Founder Pat Byrne and private equity backers have repurchased Irish regional airline CityJet from German owners Intro Aviation for an undisclosed sum, the company has
recently announced.
The regional airline, which carried around 2 million passengers last year, was bought from Air France-KLM in 2014 by Intro Aviation.
CityJet operates eight routes into the small London City Airport and a service linking to Air France’s hub at Paris Charles de Gaulle airport.
“Pat Byrne, the airline’s founder with the support of a private equity consortium owned and controlled by European private individuals with considerable experience in the aviation sector, have acquired the airline,” CityJet said in a statement.
Byrne told the Irish Independent newspaper that the airline saw an initial public offering within two to three years as “the ideal way to go.”

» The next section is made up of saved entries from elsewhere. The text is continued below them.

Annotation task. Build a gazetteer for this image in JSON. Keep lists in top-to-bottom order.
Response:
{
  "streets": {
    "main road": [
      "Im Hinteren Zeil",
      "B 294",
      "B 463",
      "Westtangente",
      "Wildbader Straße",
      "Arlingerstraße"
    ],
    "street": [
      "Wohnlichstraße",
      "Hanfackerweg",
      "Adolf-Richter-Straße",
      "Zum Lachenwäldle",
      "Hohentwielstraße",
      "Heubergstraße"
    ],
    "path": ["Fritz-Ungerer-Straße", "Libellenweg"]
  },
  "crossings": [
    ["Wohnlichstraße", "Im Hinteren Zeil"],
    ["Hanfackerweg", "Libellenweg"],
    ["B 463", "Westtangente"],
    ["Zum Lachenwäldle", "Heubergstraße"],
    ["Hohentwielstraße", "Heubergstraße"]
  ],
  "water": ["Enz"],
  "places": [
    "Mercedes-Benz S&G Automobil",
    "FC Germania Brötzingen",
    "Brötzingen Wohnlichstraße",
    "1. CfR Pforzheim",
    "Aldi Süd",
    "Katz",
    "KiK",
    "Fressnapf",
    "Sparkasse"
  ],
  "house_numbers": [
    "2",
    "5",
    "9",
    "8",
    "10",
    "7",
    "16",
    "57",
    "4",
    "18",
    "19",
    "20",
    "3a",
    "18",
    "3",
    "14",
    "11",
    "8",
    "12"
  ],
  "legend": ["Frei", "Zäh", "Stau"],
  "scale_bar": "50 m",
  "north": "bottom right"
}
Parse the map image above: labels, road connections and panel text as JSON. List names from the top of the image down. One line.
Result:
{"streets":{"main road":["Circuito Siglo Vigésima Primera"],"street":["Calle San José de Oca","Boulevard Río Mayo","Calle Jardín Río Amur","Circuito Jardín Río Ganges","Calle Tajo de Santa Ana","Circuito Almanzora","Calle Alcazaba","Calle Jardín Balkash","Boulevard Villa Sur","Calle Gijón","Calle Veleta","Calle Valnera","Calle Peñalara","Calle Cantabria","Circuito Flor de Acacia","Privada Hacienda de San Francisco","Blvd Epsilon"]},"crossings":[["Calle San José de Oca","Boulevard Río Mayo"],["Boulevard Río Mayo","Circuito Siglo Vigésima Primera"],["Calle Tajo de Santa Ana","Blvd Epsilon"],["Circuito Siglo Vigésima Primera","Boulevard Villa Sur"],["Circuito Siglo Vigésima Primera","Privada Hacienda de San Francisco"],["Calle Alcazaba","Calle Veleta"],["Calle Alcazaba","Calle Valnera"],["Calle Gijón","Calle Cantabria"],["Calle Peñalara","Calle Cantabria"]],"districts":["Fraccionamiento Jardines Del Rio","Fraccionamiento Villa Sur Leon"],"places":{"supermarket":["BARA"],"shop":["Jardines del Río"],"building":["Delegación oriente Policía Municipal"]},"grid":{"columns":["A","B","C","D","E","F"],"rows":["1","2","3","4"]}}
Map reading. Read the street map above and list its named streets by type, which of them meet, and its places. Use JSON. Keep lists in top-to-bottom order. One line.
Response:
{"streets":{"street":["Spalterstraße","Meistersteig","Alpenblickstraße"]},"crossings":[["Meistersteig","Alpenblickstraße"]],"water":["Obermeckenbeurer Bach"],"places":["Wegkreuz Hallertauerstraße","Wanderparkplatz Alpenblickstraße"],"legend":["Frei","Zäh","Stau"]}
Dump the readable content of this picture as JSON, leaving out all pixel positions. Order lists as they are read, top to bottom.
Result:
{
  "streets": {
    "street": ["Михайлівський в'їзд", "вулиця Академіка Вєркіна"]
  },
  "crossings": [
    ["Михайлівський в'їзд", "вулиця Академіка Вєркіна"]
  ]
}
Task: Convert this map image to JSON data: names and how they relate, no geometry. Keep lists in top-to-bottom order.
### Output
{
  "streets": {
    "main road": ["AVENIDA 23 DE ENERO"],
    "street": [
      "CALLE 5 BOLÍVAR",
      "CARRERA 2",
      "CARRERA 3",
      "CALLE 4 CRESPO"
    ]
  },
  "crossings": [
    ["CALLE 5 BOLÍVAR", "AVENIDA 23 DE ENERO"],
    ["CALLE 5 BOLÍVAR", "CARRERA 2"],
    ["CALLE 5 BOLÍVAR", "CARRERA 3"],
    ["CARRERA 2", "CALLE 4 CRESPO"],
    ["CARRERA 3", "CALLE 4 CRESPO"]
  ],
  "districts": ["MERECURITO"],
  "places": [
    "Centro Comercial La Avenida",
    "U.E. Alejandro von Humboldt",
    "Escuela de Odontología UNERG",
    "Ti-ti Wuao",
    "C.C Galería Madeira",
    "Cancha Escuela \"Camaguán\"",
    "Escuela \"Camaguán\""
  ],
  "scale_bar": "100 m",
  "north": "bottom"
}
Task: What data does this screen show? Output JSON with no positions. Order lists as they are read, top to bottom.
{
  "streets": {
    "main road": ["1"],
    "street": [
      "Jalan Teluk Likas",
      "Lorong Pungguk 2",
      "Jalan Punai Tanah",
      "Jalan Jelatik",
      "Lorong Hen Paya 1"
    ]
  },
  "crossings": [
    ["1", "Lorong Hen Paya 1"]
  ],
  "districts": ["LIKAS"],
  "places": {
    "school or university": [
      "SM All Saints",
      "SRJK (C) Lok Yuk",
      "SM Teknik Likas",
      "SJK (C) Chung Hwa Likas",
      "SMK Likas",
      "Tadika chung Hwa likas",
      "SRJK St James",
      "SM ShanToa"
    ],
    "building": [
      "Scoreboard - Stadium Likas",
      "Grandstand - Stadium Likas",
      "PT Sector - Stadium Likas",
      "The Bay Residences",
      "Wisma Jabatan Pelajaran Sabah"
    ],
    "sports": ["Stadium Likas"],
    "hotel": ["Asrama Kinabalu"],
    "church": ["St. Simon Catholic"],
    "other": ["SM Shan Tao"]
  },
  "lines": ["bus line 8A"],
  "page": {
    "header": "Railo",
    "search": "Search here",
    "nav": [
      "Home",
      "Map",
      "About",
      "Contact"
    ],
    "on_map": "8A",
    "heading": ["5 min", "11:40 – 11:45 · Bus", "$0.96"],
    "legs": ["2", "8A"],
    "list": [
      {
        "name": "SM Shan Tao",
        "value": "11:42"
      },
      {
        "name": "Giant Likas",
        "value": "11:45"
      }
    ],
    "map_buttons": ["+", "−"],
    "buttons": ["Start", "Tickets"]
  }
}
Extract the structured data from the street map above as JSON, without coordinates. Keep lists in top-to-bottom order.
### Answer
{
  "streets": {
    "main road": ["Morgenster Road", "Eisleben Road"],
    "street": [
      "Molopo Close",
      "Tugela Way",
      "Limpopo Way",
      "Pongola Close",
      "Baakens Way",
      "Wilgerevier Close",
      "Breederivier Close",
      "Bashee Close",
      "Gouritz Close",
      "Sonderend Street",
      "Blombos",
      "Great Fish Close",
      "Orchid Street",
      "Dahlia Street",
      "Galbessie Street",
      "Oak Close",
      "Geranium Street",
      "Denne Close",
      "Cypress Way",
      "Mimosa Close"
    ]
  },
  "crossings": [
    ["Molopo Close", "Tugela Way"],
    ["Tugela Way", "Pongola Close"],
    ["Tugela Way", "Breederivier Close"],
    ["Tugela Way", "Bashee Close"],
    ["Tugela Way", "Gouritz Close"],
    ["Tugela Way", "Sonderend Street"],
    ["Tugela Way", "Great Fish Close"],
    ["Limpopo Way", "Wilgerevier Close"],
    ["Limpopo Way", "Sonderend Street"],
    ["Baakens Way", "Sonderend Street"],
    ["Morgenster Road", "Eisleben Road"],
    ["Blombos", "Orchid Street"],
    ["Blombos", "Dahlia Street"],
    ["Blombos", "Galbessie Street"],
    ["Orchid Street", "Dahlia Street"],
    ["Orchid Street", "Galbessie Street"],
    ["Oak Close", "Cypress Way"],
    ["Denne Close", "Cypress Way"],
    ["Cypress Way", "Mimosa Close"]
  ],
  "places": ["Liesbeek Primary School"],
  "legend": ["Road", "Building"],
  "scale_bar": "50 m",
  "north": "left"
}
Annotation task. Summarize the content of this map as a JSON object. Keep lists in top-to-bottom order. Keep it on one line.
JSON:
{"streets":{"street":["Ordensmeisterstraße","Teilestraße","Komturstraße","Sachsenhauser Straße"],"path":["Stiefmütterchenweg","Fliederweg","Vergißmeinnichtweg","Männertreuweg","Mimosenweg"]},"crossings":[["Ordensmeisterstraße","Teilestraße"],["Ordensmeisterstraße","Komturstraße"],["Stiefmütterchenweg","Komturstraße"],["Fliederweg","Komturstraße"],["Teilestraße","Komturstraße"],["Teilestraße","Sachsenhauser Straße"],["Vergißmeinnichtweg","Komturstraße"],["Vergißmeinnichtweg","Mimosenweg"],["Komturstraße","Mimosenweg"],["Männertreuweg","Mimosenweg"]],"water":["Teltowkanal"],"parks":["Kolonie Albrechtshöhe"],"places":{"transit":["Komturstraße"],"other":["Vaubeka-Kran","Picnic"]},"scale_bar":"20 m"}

The airline expects to make a modest profit this year and revenue will increase to 300 million euros ($335 million)within two years from the 177 million euros earned in 2014 when it posted an operating loss of 22.7 million euros, he told the newspaper.
A spokesman for CityJet declined to comment on the company’s profit forecast or the possibility of an IPO.
CityJet is expecting delivery of the first of eight new CRJ900 jet aircraft from Bombardier this week with subsequent deliveries to continue until June, it said in the statement.
CityJet was the first European carrier to order the new generation SSJ 100 Superjet from Russia’s Sukhoi and will take delivery of three aircraft this year with an additional five by July 2017, it said.
CityJet has a further firm order for an additional seven Superjets and options on 16 more and said the Russian airliners would
ultimately replace its existing Avro 85 fleet.